Слепой глаз безучастно смотрит вниз, на мокрые улицы и резвящихся детей. Он чувствует их, ощущает своим змеиным чутьём, но не видит. Город существует только в прошлом и будущем: и то, и другое стало подвластно ему с тех пор, как колдуна лишили зрения. Одно веко опущено навсегда — даже магия не смогла его излечить, другой глаз, некогда карий, с вкраплениями как на перепелином яйце, побелел и теперь напоминает жемчужину. Он лежит на гладком куполе, вода стекает вниз, бежит по его телу, словно по гладкому стеклу. Расшитый цветами, бордовый халат свободно висит на плечах чародея-гремучника, открывая смуглую грудь, тускло мерцающую редкими чешуйками; лёгкие шаровары закатаны до колен, чтобы не мешать железным браслетам с вырезанными вручную узорами и символами звенеть на его щиколотках. Он одет и не одет одновременно, однако его одежда и волосы остаются сухими.

Соломон раскуривает длинную трубку, рассеянно покусывая её зубами, когда терпкий вкус табака достигает языка мужчины, и всё его тело охватывает приятная дрожь, сопровождаемая глухим треском.

— В тот день тоже был дождь, — он подпирает рукой голову, выдыхая дым. — Я помню таро "Смерть" и "Дьявол", уверен, они бы выпали и сейчас.

Колдун откидывается на спину, распластавшись на мокрой крыше и с интересом рассматривая вспыхивающие перед ним картины. Будущее не меняется, змеясь и переливаясь так, как он рассчитывал.

— Не все могут властвовать над своей судьбой. Так поспеши же к Ш-ш-шехзаде.

 

 

* * *

 

 

Гонец прибыл во дворец Беяз-Кан раньше султана, и по приказу Шахины-султан, новой Валиде и жены Адем-хана, в гареме был устроен праздник. На кухне торопились приготовить любимые блюда повелителя и нарезать лукум с ярко-алыми северными ягодами, наложницы в своих самых красивых платьях танцевали, радуясь вести о скором прибытии падишаха и победе армии Юга. Беяз-Кан наполнили звуки музыки, заглушить её и испортить веселье не могли даже раскаты грома и шум ливня, поднявшегося густым туманом с горячей земли.

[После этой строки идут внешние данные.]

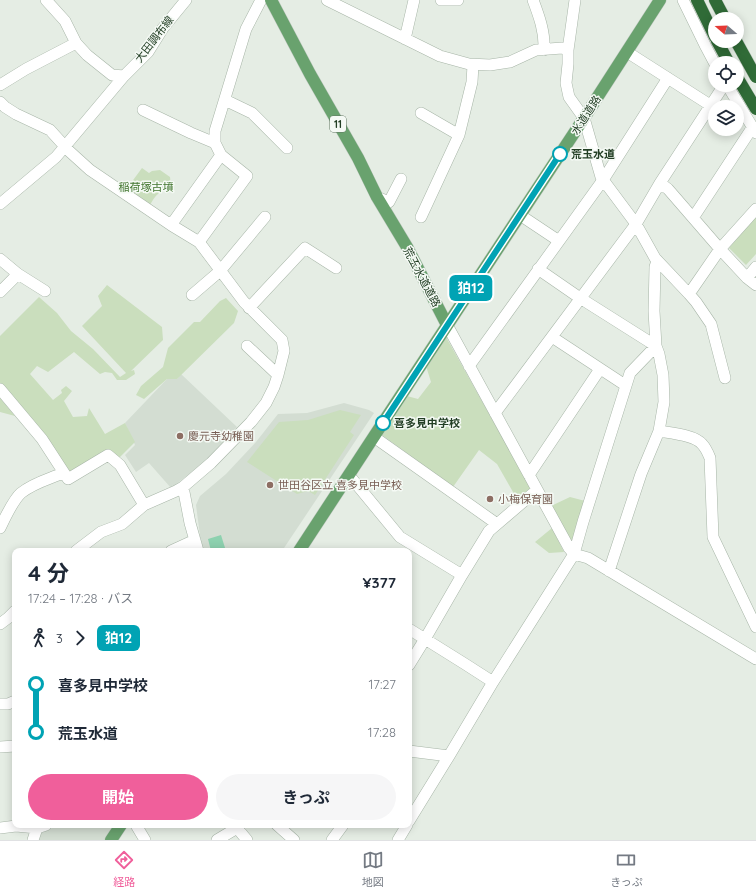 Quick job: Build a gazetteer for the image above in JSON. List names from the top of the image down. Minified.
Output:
{"streets":{"main road":["水道道路","11","荒玉水道道路"],"street":["大田調布線"]},"crossings":[["水道道路","荒玉水道道路"]],"parks":["稲荷塚古墳"],"places":["荒玉水道","喜多見中学校","慶元寺幼稚園","世田谷区立 喜多見中学校","小梅保育園"],"lines":["bus line 狛12"],"north":"left","page":{"on_map":"狛12","heading":["4 分","17:24 – 17:28 · バス","¥377"],"legs":["3","狛12"],"list":[{"name":"喜多見中学校","value":"17:27"},{"name":"荒玉水道","value":"17:28"}],"buttons":["開始","きっぷ"],"tabs":["経路","地図","きっぷ"]}} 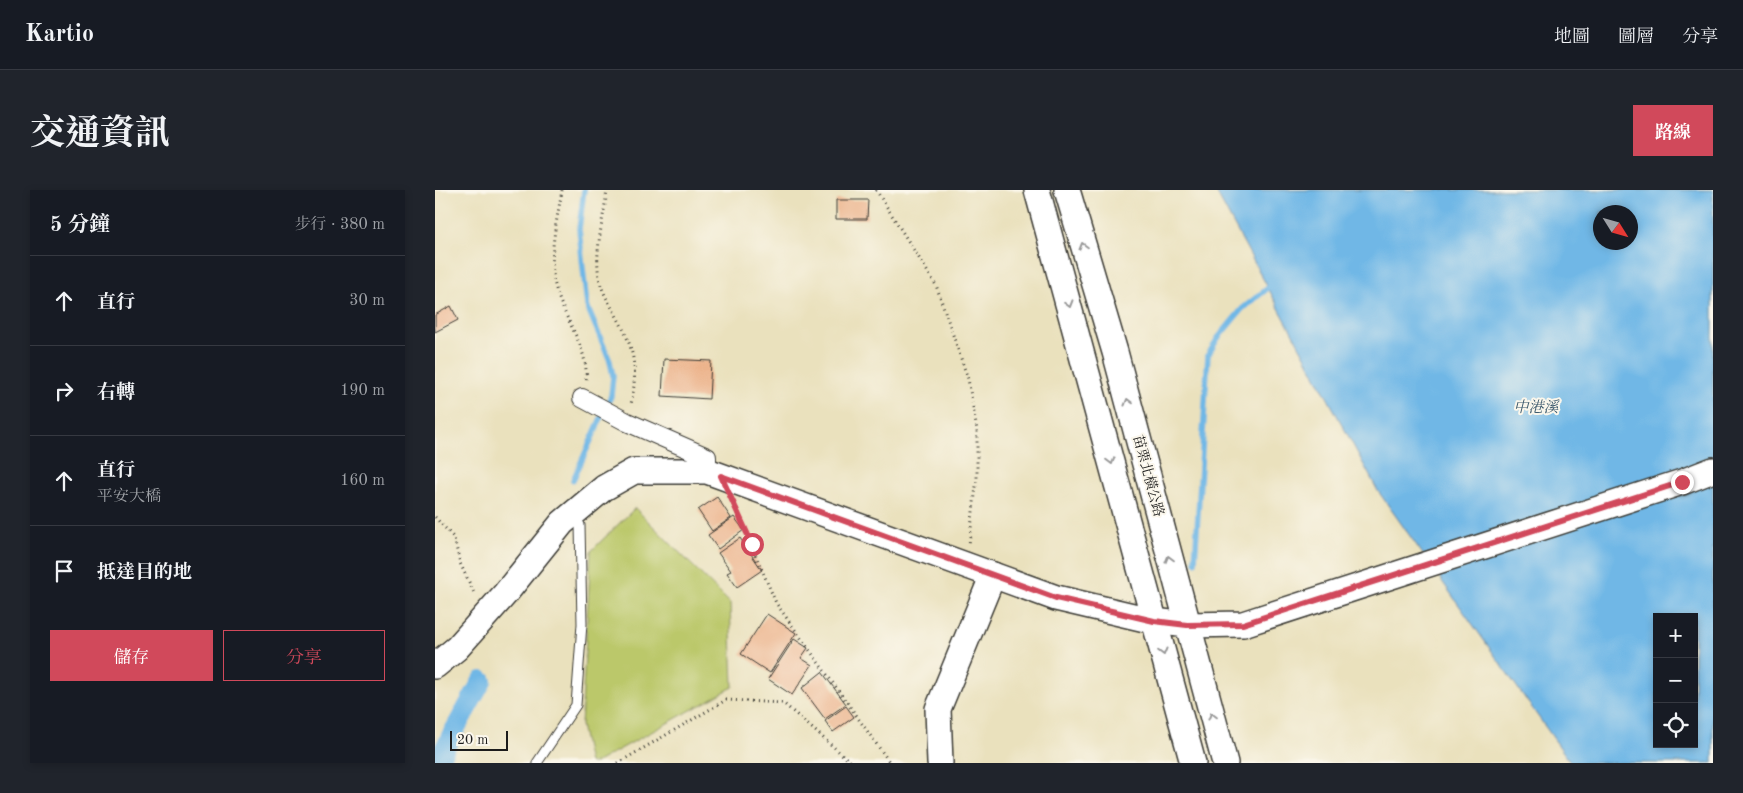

Волосы Шехзаде всё ещё влажны от дождя, но даже недавняя лихорадка не смогла удержать его в комнате. Он рассеянно следит за женщинами, кружащимися под плавную музыку. Их наряды самых разных цветов от сочного лимонного до чернично-фиолетового сплетаются, напоминая нежные лепестки раскрытого бутона. Мурат читал о таком цветке в сказках, называемом g?kku?a?? или «цветком радуги».

Он берёт с блюда рыбу, обмакивая её в кисло-сладкий ягодный соус и отправляя в рот. Сочное нежное мясо ласкает его язык и кажется Шехзаде намного интереснее ослепительно улыбающихся наложниц. Мальчику всего только девять, но каждая из них уже думает, выберет ли Адем её в качестве той, кто сделает его сына мужчиной, или предпочтёт взять в гарем новую красавицу, чистую и невинную.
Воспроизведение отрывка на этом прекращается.